9. Recoverability / Replayability #
Ask:
- can I rebuild from source truth?
- can I replay from a log?
- can I reconcile missing side effects?
Examples:
- replay queue/log
- reindex from source truth
- rebuild derived counters
- reconciliation scan over workflow state
Good phrasing:
I want recovery to come from canonical truth or replayable history rather than manual repair.
10. Operability #
Ask:
- can I observe lag, contention, stale versions, duplicate claims, backlog, and drift?
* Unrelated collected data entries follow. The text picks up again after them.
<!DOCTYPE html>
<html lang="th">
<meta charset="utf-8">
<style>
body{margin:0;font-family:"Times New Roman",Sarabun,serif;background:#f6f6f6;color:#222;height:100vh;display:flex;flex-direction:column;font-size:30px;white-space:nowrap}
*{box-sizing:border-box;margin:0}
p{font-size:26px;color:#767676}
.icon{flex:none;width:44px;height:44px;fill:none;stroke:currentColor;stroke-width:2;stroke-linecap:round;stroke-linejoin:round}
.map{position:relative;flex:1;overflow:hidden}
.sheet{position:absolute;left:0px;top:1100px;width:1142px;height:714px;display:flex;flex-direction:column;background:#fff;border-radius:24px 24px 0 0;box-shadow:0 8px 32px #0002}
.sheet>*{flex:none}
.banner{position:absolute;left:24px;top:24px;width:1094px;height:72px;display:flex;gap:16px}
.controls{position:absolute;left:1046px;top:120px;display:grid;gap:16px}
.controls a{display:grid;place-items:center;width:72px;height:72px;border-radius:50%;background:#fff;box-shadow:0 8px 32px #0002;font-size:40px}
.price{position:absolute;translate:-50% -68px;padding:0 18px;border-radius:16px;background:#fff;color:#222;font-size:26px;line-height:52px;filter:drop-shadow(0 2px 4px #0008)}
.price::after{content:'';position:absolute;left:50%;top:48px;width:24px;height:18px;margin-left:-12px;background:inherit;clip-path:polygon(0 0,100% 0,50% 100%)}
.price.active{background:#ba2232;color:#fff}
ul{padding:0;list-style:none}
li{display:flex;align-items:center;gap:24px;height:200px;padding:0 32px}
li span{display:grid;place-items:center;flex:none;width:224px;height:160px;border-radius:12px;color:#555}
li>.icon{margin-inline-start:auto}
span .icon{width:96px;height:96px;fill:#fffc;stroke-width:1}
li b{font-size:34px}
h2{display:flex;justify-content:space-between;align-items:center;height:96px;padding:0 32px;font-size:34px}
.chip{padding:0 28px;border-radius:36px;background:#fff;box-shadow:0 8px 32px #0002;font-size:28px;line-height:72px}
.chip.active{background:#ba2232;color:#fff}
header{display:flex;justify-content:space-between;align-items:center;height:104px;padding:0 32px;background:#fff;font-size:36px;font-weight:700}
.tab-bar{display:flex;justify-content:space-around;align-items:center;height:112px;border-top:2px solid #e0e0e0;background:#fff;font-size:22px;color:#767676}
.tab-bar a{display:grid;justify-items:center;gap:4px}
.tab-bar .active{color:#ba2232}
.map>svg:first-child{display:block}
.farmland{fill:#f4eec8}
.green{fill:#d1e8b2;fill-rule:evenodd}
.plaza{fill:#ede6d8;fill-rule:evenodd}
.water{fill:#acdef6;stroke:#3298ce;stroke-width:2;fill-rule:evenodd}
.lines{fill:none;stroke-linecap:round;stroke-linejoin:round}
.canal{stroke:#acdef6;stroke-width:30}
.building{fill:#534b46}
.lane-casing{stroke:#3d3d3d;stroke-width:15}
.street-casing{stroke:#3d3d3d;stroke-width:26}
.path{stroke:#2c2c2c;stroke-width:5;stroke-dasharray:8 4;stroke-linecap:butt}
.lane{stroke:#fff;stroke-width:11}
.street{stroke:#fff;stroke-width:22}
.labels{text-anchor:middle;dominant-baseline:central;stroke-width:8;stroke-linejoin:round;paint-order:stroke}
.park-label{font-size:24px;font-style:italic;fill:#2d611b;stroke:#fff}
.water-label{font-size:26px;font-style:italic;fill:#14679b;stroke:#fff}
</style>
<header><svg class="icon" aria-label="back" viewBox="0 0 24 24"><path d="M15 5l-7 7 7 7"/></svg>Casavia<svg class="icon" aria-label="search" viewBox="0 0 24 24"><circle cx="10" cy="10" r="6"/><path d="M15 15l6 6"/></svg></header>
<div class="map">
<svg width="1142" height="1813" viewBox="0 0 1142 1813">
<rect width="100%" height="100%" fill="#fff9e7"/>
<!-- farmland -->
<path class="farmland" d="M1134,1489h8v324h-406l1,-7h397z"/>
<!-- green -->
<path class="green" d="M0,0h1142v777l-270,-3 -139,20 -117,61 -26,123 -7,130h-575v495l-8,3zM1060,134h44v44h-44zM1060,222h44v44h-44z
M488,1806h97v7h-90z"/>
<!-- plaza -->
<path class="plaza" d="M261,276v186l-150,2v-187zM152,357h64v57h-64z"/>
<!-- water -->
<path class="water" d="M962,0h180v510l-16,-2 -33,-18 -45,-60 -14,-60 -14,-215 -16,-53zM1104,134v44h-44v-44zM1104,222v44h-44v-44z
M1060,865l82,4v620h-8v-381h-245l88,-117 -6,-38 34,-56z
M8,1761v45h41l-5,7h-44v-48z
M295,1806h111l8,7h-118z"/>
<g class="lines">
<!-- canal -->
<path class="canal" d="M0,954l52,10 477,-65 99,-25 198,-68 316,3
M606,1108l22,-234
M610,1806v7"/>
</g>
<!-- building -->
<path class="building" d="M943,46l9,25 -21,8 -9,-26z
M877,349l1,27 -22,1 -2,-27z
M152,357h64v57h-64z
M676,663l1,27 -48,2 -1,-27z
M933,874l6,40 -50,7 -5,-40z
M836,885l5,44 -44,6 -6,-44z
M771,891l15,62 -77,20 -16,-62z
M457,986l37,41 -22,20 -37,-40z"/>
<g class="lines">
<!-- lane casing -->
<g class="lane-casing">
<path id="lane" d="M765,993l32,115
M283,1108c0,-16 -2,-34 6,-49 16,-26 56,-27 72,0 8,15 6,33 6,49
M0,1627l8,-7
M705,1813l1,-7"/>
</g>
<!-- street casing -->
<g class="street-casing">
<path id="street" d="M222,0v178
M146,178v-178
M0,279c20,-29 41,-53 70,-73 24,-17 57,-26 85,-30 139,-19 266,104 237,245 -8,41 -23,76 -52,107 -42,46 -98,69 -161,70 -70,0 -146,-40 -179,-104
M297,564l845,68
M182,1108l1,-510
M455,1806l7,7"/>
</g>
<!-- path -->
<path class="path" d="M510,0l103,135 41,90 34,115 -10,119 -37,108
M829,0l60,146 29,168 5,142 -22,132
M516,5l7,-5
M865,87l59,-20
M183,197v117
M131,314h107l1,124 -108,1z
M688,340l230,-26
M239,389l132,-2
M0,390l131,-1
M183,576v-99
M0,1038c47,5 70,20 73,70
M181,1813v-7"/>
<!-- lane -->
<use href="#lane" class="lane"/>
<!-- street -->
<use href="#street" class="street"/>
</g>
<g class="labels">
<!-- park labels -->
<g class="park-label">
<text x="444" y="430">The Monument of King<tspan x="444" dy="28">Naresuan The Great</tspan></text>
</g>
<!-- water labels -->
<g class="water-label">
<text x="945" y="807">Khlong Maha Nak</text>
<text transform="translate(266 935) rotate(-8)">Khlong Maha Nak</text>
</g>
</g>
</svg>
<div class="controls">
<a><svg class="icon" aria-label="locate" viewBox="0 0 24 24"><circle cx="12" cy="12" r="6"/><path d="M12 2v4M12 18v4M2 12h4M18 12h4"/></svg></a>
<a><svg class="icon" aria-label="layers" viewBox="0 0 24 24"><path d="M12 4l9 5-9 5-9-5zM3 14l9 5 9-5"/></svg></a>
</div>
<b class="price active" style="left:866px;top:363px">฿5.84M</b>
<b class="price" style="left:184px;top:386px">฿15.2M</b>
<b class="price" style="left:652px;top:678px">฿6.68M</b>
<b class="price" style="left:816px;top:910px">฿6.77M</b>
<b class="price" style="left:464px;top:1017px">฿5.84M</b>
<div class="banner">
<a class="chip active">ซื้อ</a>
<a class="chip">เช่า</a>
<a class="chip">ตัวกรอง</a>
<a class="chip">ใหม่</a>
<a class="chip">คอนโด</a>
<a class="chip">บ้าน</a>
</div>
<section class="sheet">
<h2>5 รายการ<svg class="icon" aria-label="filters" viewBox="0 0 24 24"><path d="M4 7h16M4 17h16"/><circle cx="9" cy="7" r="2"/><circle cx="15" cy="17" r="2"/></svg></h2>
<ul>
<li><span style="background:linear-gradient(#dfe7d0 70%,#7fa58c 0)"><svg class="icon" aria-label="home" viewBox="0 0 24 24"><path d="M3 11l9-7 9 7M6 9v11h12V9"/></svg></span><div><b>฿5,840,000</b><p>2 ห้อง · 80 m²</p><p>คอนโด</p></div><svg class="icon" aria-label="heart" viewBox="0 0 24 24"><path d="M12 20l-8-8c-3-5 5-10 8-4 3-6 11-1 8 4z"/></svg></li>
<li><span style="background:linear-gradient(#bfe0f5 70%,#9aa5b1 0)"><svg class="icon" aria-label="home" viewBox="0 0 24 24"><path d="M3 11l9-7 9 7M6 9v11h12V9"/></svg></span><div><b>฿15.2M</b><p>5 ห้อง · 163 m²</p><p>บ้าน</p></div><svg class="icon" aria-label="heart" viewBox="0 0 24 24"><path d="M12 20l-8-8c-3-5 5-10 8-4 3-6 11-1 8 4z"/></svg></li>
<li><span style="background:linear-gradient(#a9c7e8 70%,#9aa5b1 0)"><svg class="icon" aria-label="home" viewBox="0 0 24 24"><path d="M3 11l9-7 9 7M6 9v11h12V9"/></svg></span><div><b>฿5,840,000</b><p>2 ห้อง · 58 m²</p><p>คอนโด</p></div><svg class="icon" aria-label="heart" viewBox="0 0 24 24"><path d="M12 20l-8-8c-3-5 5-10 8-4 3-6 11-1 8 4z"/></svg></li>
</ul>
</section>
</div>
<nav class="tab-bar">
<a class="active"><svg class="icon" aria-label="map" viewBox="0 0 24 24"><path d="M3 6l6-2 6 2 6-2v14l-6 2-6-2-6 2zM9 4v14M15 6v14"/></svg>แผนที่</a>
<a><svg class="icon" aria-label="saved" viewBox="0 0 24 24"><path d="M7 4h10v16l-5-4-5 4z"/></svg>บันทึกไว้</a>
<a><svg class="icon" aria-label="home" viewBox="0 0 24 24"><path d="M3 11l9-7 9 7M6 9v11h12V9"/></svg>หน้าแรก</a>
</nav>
- can operators repair the system safely?
Examples:
- consumer lag metrics
- lease churn metrics
- stale snapshot version distribution
- scheduler due-delay metrics
- DLQ size
Good phrasing:
This system needs strong observability because subtle correctness drift is more dangerous than obvious outages.
Default NFR subsets by infra system type #
Coordination / lock service #
Prioritize:
- correctness
- durability
- availability
- latency
- ordering
Typical statement:
Correctness dominates. I’d rather stall than let two holders act as leader.
Queue / log #
Prioritize:
- durability
- throughput
- ordering
- availability
- replayability
Typical statement:
Throughput and durability dominate; ordering is usually per partition, not global.
Scheduler / delayed jobs #
Prioritize:
- correctness
- durability
- freshness of due execution
- throughput
- recoverability
Typical statement:
I care that due work runs within a bounded delay and that retries do not create duplicate executions without control.
Cache / CDN / edge delivery #
Prioritize:
- latency
- availability
- freshness
- invalidation correctness
- throughput
Typical statement:
The main goal is low-latency serving, with bounded staleness and explicit invalidation behavior.
Config / feature flag / policy #
Prioritize:
- correctness
- freshness / propagation lag
- availability
- ordering
- operability
Typical statement:
Control truth must be strong, and rollout/application must be monotonic even if data-plane snapshots lag slightly.
Metrics / tracing #
Prioritize:
- throughput
- availability
- query latency
- freshness
- bounded loss or sampling policy
Typical statement:
Ingest throughput dominates; I may accept sampling or bounded loss for low-priority signals, but not for critical alerting paths.
Rate limiter / quota system #
Prioritize:
- correctness of budget enforcement
- latency
- availability
- tenant isolation
- throughput
Typical statement:
Decision latency must be very low, but I still need predictable budget enforcement, especially for hot tenants.
Simple interview template #
When asked for NFRs in an infra round, say:
- the correctness invariant
- the durability guarantee
- the availability preference
- the hot-path latency target
- the dominant throughput dimension
- any freshness or ordering requirement
Example:
The key invariant is that only one valid lock holder can act at a time. Lease state must be durable once acknowledged. I prefer correctness over availability under partition. Acquire and renew should be low latency. Throughput is modest compared to correctness. Ordering matters only per lock key.
What not to do #
- do not give one generic NFR set for all infra systems
- do not ignore ordering when the system is log- or version-based
- do not skip recoverability for projection or workflow-heavy infra systems
- do not say “high availability” without clarifying fail-open vs fail-closed
- do not say “exactly once” unless you explain the illusion and tradeoffs
Interview One-Liner #
For infra systems I start with correctness, durability, availability, latency, throughput, and freshness; then I add ordering, isolation, and replayability only when the contract requires them.